◆ YOUR OBJECTIVE: In the records that follow, count each line where the string "fabs" occurs. Provide the total and no other text.

Dataset entries:
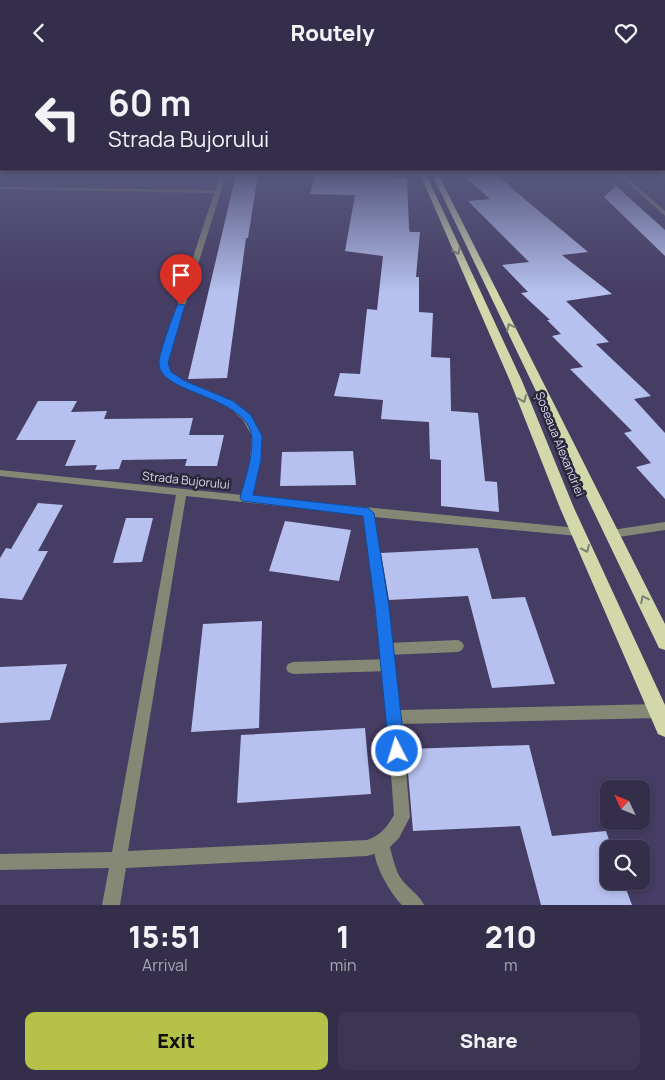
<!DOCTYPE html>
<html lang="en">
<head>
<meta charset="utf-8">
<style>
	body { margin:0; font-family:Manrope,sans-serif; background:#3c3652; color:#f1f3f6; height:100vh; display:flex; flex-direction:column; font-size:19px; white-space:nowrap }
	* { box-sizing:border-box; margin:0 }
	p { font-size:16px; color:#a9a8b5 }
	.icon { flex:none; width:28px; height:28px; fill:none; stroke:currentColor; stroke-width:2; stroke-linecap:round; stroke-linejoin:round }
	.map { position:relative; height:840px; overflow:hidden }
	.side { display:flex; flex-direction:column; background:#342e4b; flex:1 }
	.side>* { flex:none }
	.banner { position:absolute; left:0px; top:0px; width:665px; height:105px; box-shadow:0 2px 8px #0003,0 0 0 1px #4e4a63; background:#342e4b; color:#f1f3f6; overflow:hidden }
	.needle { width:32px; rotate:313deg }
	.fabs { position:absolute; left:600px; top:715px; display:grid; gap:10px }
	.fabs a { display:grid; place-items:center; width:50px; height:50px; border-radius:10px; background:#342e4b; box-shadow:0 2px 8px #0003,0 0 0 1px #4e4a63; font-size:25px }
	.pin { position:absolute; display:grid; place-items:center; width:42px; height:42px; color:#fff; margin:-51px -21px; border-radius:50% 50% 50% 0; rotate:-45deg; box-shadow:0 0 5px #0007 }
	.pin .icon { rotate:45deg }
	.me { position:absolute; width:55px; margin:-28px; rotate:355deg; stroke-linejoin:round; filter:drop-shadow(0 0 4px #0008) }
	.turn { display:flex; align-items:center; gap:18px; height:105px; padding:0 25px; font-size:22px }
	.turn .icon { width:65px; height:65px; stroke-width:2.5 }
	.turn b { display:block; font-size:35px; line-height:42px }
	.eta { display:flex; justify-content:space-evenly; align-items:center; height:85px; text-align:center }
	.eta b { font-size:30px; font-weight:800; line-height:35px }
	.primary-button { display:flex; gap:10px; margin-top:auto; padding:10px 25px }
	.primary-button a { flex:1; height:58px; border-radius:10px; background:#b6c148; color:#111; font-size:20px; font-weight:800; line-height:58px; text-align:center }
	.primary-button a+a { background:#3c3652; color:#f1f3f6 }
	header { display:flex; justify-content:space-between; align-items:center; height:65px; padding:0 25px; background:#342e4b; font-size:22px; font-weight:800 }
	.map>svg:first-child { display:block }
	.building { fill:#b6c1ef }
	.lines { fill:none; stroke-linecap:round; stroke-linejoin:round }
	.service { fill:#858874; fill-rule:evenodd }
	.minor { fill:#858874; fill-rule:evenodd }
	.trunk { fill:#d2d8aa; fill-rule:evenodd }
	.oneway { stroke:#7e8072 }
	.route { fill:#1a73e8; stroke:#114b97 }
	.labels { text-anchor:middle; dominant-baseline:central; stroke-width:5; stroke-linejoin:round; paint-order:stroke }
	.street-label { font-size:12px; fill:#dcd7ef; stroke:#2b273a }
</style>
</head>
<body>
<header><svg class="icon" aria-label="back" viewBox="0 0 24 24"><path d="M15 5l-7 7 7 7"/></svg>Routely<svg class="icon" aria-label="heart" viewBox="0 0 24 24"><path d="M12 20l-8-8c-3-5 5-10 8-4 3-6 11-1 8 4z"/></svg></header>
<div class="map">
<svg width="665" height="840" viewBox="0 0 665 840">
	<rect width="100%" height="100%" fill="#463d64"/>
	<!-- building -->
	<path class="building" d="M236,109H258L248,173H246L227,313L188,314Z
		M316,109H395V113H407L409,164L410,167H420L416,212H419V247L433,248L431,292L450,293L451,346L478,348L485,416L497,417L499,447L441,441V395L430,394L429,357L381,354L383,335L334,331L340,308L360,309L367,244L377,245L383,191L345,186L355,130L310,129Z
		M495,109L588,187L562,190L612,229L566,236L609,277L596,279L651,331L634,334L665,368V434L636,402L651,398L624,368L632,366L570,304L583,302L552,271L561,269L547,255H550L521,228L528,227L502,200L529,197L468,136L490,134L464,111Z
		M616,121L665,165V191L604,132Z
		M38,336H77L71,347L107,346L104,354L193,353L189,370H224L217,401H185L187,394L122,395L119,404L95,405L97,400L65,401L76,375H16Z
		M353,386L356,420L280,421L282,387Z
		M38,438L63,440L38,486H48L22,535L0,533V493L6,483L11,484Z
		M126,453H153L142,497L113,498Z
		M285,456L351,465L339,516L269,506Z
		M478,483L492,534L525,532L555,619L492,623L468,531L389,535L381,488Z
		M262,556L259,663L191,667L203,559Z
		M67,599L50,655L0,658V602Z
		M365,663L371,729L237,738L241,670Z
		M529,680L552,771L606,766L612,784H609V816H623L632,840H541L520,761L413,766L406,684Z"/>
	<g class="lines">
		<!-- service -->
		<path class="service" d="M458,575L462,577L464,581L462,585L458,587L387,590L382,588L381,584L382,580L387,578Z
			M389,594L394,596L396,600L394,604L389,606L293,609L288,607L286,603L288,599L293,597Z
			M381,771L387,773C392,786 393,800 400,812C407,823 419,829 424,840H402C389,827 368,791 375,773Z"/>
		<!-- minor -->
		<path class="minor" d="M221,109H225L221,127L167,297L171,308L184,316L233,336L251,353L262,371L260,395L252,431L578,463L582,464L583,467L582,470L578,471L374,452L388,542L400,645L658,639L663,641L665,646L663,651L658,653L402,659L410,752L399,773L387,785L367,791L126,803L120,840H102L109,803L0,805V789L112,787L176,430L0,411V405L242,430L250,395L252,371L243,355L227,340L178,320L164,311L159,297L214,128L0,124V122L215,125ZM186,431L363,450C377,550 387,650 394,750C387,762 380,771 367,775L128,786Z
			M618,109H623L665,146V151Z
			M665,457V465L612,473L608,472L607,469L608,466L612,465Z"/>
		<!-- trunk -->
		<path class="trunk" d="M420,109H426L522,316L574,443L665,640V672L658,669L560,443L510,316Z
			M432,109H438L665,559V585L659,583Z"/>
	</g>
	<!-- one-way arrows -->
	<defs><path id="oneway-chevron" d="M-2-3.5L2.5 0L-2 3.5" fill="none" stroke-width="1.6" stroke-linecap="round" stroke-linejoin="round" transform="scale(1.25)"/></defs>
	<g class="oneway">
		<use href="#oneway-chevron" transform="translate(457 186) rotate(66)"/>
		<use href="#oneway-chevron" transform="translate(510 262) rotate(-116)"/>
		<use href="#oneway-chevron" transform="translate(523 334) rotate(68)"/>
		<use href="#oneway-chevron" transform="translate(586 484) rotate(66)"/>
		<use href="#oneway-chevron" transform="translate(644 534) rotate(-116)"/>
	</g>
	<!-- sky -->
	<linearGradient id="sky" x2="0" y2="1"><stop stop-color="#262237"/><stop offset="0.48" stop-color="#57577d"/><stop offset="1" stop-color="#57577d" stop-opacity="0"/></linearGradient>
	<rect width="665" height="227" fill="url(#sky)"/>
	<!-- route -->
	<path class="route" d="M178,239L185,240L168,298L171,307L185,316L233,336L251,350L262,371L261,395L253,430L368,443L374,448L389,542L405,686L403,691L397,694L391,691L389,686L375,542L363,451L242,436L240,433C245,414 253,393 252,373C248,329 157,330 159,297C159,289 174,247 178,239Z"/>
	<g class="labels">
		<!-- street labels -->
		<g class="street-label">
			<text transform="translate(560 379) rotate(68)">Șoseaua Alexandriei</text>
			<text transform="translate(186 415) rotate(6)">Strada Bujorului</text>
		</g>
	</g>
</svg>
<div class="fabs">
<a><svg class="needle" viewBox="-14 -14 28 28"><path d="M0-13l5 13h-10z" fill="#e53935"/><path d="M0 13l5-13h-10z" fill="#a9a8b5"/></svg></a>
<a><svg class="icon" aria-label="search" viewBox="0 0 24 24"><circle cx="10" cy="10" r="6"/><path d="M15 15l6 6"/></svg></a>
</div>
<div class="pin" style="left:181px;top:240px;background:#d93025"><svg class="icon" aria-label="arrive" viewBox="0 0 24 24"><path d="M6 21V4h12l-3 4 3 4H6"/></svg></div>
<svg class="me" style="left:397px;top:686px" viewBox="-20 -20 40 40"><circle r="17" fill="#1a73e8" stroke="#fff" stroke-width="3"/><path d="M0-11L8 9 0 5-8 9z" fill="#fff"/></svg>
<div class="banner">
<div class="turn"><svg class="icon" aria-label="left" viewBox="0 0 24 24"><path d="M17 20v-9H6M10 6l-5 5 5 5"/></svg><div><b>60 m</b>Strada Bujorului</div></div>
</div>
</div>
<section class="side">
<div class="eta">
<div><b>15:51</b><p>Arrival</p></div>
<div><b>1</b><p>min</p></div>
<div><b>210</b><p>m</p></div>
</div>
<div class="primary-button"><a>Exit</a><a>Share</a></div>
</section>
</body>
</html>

◆ TASK ANSWER: 3